Vereadora de Praia Grande é acusada de racismo após denunciar assédio em vídeo viral
Parlamentar registrou queixa por importunação sexual, mas agora enfrenta denúncia por falas discriminatórias contra povos indígenas.

O caso envolvendo a vereadora Eduarda Campopiano, de Praia Grande, tomou proporções nacionais. Após denunciar importunação sexual em um podcast, a parlamentar passou a ser investigada por racismo após falas polêmicas sobre povos indígenas e a colonização do Brasil durante o mesmo programa.
A política e as redes sociais no litoral de São Paulo foram sacudidas por uma polêmica de múltiplas faces envolvendo a vereadora Eduarda Campopiano (PL), da cidade de Praia Grande. O que começou como uma denúncia de importunação sexual sofrida pela parlamentar durante a gravação de um podcast, rapidamente se transformou em uma crise jurídica e reputacional após a divulgação de falas da própria vereadora sobre povos indígenas. O caso, que ganhou escala nacional, expõe as tensões ideológicas e os limites do discurso em plataformas digitais, misturando denúncias de crimes contra a honra e preconceito racial.
O episódio ocorreu durante uma edição do "RedCast", cujo formato propunha um debate entre mulheres de visões opostas: "duas bruxas feministas" contra "duas cristãs submissas". Em meio a discussões sobre papel de gênero e religião, a vereadora Eduarda Campopiano foi alvo de comentários de cunho sexual explícito feitos por outra convidada, Savani Shakti. No vídeo, que viralizou e atingiu mais de dez milhões de reproduções, Savani profere frases invasivas, afirmando que "chuparia" a parlamentar e elogiando seu corpo de maneira agressiva. O caso foi registrado na Delegacia de Defesa da Mulher (DDM) de Praia Grande e está sendo oficialmente investigado pelas autoridades como importunação sexual.

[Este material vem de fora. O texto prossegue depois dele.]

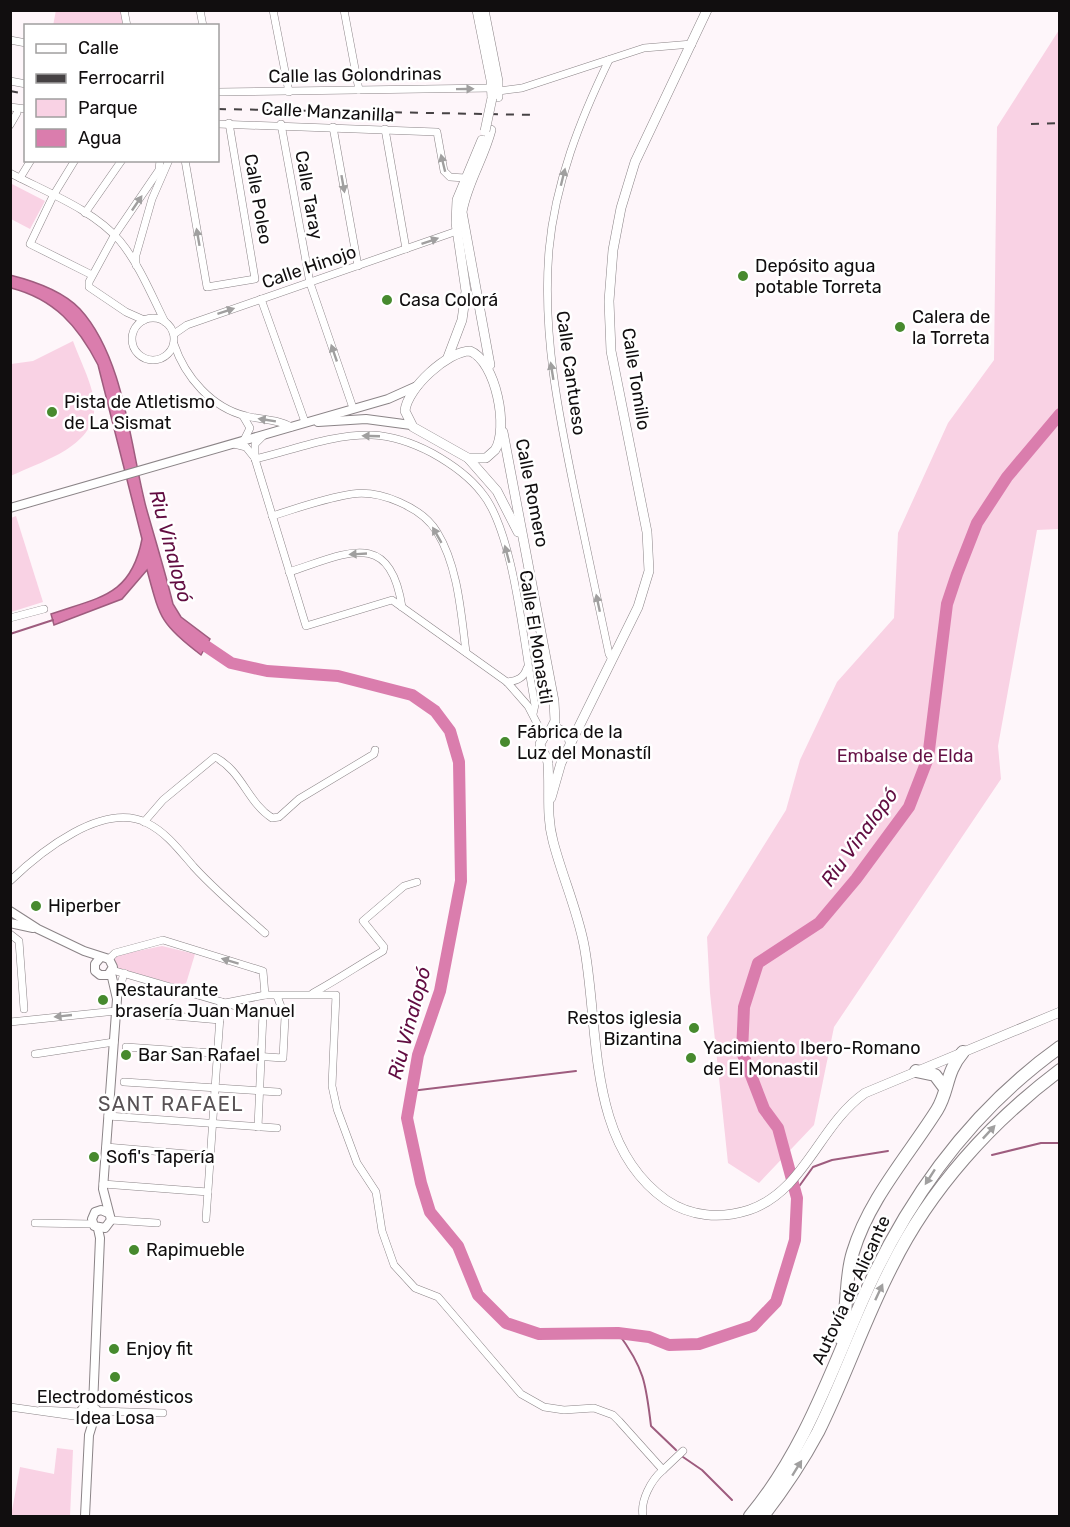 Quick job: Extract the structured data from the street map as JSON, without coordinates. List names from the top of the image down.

Entretanto, a repercussão tomou um novo rumo quando trechos anteriores da mesma gravação vieram à tona. Neles, a vereadora defende a colonização do Brasil sob uma perspectiva controversa, agradecendo pela catequização e alegando que os povos originários praticavam canibalismo e infanticídio generalizado. Ao afirmar "Glória a Deus que a extrema direita chegou e falou para os índios: 'Galera, fazer sacrifício e comer o braço do irmãozinho não é legal'", a parlamentar gerou revolta imediata em lideranças indígenas e movimentos sociais. A artista e ativista Katú Mirim formalizou uma denúncia por preconceito de raça ou cor na Delegacia de Polícia de Campo Limpo Paulista, argumentando que as declarações ofendem a história e a dignidade dos povos indígenas brasileiros.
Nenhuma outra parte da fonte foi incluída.